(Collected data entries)
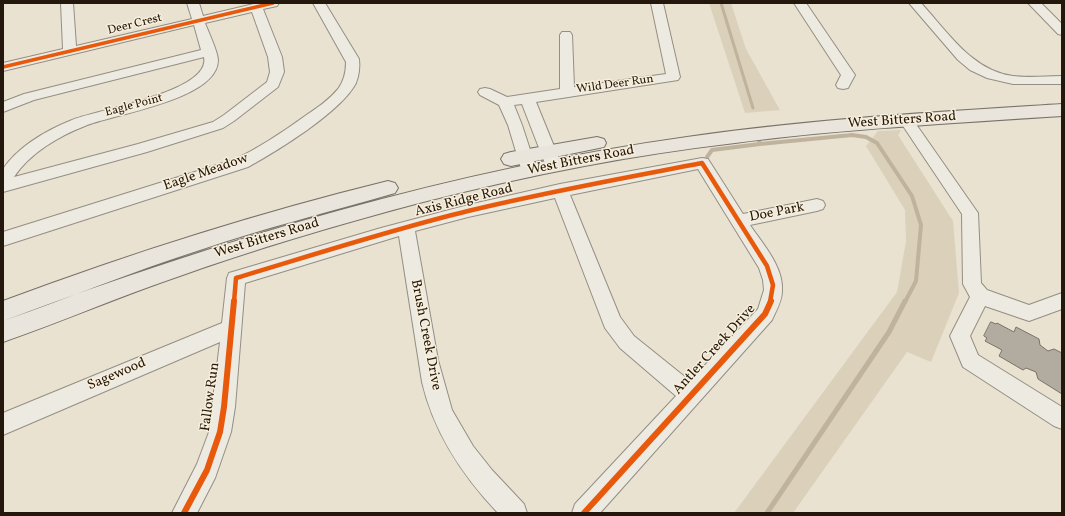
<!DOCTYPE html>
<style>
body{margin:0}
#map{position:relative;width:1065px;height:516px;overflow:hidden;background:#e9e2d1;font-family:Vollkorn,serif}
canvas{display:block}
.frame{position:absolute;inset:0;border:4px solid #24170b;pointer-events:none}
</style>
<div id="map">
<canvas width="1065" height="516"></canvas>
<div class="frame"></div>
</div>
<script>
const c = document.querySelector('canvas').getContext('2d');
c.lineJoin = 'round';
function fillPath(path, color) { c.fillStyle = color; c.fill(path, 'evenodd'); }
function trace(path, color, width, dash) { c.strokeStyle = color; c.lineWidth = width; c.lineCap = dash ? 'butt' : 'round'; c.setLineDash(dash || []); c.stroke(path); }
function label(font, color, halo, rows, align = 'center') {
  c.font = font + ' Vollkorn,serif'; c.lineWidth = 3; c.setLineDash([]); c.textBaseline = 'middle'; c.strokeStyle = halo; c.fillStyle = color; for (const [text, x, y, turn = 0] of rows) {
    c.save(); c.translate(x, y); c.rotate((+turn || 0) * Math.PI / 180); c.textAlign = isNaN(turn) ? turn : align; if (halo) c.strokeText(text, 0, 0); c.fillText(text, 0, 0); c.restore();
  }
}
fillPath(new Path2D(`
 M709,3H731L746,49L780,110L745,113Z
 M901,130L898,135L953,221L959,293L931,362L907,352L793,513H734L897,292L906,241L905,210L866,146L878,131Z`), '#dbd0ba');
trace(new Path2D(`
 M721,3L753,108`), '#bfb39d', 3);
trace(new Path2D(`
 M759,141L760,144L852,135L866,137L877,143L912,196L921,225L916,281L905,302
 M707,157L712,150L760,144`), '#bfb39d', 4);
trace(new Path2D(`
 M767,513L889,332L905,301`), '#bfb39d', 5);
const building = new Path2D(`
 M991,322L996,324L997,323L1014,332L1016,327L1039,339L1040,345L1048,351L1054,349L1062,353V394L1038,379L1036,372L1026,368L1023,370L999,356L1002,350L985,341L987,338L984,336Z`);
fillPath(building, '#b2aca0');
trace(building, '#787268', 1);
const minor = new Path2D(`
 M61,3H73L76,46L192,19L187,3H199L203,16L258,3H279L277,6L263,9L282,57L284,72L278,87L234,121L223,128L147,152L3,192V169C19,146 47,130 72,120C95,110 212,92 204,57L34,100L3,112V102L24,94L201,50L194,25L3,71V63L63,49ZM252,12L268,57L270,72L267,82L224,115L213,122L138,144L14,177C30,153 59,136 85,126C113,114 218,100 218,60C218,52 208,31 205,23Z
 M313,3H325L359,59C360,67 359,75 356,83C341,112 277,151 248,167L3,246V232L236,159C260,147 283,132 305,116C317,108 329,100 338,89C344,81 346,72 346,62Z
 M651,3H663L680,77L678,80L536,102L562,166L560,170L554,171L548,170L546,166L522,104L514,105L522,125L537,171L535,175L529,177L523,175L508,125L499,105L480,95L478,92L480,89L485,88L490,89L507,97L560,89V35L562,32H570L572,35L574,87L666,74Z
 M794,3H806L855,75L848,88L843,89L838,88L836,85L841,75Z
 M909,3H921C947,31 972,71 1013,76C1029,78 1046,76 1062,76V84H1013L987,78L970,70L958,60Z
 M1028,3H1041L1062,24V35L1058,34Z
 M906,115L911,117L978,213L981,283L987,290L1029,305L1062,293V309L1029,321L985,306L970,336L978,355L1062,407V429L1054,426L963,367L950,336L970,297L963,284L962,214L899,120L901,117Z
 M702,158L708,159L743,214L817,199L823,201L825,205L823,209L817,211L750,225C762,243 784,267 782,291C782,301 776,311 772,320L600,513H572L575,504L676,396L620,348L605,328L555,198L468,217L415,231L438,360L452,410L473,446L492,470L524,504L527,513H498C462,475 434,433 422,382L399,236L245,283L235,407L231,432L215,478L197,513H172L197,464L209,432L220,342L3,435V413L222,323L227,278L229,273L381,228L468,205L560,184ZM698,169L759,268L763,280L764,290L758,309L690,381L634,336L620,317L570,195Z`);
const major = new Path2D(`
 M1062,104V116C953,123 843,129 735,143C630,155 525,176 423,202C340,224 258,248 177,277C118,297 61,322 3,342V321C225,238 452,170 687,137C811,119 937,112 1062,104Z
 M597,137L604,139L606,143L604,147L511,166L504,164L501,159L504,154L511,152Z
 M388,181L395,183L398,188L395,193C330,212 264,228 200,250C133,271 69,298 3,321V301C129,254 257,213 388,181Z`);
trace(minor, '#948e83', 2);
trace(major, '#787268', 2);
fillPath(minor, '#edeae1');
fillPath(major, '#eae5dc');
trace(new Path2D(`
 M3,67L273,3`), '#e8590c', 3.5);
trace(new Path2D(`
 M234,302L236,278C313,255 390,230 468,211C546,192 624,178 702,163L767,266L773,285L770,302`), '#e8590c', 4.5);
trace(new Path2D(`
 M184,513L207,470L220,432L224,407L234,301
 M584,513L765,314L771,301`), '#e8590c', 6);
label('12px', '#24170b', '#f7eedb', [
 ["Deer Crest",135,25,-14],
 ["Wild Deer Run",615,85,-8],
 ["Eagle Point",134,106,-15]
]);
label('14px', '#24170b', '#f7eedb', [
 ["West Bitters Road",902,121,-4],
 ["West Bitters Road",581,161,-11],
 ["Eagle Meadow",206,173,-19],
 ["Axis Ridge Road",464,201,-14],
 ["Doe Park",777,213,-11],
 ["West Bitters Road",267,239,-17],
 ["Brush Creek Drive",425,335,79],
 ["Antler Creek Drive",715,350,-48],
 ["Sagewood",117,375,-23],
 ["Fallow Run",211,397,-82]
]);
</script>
==
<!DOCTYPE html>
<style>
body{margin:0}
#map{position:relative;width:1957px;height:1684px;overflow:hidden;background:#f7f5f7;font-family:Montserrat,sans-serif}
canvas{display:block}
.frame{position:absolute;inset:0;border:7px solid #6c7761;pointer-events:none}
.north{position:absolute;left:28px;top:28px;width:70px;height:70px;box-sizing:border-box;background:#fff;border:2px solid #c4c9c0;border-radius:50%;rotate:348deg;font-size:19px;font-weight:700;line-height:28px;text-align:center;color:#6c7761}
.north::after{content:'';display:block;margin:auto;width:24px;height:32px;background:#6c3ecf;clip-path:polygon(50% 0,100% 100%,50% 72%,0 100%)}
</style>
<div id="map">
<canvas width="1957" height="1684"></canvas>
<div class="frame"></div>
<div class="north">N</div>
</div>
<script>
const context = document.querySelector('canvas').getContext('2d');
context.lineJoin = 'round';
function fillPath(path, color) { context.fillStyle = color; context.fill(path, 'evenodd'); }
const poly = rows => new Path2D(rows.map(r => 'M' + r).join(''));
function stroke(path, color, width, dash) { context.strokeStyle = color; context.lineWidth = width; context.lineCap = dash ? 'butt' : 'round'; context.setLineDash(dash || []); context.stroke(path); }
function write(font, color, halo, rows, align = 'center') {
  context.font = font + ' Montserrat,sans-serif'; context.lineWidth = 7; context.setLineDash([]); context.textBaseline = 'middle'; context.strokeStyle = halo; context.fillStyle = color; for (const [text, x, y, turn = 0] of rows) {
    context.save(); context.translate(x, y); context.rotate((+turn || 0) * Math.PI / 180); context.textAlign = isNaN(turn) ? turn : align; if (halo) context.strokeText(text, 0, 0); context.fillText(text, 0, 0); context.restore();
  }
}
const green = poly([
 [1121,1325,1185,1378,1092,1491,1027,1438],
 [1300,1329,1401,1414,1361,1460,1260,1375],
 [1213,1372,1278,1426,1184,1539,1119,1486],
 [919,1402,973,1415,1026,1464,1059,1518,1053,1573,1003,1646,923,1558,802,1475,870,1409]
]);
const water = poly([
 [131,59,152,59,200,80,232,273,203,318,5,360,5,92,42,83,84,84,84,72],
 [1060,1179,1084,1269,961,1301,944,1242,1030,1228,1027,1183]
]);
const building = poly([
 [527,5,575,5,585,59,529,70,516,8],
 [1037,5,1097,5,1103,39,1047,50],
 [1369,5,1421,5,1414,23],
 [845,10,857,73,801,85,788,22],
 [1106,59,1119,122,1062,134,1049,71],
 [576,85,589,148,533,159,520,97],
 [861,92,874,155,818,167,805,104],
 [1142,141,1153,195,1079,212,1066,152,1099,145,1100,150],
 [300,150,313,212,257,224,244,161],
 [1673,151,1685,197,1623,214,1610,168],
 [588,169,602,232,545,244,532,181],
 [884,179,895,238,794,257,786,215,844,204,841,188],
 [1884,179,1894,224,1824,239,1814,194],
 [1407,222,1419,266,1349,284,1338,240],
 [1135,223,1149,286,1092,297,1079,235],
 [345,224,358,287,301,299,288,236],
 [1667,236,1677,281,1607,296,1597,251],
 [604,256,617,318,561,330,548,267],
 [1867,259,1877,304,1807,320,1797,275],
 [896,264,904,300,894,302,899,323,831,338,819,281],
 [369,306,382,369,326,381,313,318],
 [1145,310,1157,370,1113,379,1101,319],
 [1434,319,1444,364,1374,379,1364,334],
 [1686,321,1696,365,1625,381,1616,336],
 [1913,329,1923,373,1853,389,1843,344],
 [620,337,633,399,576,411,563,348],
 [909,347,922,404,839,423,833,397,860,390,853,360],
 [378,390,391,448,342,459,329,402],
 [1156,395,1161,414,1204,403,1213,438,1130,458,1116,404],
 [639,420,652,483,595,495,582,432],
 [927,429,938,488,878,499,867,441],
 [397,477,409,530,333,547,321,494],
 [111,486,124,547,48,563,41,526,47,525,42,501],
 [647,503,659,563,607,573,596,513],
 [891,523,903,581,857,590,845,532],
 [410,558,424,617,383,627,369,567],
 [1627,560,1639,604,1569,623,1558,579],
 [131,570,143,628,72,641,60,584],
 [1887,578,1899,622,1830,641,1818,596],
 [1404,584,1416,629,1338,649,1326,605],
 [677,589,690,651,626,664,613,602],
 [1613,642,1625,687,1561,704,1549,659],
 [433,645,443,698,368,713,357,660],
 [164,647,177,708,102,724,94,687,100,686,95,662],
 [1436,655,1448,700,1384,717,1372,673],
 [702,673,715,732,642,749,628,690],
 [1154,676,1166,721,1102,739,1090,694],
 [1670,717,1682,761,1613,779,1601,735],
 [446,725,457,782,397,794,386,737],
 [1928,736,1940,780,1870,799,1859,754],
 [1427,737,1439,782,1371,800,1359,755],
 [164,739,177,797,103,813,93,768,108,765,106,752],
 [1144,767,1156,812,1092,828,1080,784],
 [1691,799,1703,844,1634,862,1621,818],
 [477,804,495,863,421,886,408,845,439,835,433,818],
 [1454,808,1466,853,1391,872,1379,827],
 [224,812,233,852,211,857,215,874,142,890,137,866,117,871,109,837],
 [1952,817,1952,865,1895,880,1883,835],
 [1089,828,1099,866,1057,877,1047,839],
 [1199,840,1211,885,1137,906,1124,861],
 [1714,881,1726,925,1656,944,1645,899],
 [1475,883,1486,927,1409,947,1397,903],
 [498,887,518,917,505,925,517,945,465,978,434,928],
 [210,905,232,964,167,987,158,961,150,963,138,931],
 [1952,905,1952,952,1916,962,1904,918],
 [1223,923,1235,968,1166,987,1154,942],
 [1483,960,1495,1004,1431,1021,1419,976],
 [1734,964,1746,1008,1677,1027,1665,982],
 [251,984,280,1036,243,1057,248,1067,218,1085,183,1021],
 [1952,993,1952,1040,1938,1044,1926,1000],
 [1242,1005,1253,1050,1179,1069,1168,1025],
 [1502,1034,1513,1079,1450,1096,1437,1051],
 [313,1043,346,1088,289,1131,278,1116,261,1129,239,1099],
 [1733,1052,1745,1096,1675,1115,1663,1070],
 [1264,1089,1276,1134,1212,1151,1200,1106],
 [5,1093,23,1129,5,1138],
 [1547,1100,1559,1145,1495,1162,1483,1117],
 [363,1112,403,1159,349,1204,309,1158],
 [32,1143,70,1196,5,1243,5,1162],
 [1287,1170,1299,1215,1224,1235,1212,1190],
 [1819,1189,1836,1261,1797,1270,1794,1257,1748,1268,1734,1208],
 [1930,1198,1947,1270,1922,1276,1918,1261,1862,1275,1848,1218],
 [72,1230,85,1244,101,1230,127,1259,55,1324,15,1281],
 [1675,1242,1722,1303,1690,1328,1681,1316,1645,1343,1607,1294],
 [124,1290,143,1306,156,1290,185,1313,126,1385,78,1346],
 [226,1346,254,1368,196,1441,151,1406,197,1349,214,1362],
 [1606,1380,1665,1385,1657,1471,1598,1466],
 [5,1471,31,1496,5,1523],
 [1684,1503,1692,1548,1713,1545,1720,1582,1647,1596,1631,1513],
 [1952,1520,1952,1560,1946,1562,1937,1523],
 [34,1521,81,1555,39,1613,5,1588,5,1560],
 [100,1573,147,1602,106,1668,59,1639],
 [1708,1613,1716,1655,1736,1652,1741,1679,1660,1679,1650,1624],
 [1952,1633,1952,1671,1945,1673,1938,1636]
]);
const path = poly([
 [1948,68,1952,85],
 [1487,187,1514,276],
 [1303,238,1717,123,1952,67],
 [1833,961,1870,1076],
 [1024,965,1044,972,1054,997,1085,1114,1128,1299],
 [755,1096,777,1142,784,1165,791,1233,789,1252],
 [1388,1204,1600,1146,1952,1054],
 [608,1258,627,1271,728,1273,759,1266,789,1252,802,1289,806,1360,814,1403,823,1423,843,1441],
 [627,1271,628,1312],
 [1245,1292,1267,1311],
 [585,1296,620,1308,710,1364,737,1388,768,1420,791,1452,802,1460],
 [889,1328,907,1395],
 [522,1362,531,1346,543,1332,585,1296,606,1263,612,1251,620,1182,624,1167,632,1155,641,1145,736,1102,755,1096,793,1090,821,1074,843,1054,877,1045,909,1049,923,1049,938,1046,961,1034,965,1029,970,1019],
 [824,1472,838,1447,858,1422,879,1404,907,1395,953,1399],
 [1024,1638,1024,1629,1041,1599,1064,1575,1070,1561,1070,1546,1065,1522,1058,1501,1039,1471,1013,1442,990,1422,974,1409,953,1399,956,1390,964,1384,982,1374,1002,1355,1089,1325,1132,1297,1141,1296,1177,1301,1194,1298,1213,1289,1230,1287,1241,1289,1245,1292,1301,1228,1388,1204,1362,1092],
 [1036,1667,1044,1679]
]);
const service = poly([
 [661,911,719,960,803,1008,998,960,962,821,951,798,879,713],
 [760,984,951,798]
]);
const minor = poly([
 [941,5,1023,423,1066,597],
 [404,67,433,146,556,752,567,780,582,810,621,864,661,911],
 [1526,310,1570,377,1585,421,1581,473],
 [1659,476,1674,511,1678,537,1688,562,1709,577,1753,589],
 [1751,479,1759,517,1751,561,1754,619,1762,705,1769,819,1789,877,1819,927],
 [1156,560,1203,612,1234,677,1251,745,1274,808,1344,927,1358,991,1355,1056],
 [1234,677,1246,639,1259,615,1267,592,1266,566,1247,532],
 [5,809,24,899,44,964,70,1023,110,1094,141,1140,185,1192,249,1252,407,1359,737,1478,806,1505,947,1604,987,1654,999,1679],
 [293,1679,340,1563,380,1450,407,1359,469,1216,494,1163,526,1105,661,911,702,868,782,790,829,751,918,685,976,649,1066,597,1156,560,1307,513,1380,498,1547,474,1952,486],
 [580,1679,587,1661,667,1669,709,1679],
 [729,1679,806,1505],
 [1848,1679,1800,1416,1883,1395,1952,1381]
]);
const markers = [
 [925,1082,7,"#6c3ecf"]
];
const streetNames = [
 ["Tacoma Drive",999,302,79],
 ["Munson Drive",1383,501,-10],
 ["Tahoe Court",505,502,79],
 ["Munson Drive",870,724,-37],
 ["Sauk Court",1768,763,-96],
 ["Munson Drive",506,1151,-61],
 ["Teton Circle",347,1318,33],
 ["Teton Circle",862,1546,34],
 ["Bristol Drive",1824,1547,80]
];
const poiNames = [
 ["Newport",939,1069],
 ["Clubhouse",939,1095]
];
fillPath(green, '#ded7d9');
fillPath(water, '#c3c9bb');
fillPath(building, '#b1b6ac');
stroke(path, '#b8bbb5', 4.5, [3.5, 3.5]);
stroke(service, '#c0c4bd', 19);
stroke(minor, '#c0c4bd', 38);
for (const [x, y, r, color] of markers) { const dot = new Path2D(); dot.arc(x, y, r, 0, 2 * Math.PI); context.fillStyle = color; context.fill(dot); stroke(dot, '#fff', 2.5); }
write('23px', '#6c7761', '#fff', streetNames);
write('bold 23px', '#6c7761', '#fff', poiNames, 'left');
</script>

**ACTIVITY:**
Your answer should be the exact lines above from the one with "0,100% 100%,50% 72%,0" through the one with "const poly = rows", both included, and nothing besides.

**OUTPUT FOR THIS TASK:**
.north::after{content:'';display:block;margin:auto;width:24px;height:32px;background:#6c3ecf;clip-path:polygon(50% 0,100% 100%,50% 72%,0 100%)}
</style>
<div id="map">
<canvas width="1957" height="1684"></canvas>
<div class="frame"></div>
<div class="north">N</div>
</div>
<script>
const context = document.querySelector('canvas').getContext('2d');
context.lineJoin = 'round';
function fillPath(path, color) { context.fillStyle = color; context.fill(path, 'evenodd'); }
const poly = rows => new Path2D(rows.map(r => 'M' + r).join(''));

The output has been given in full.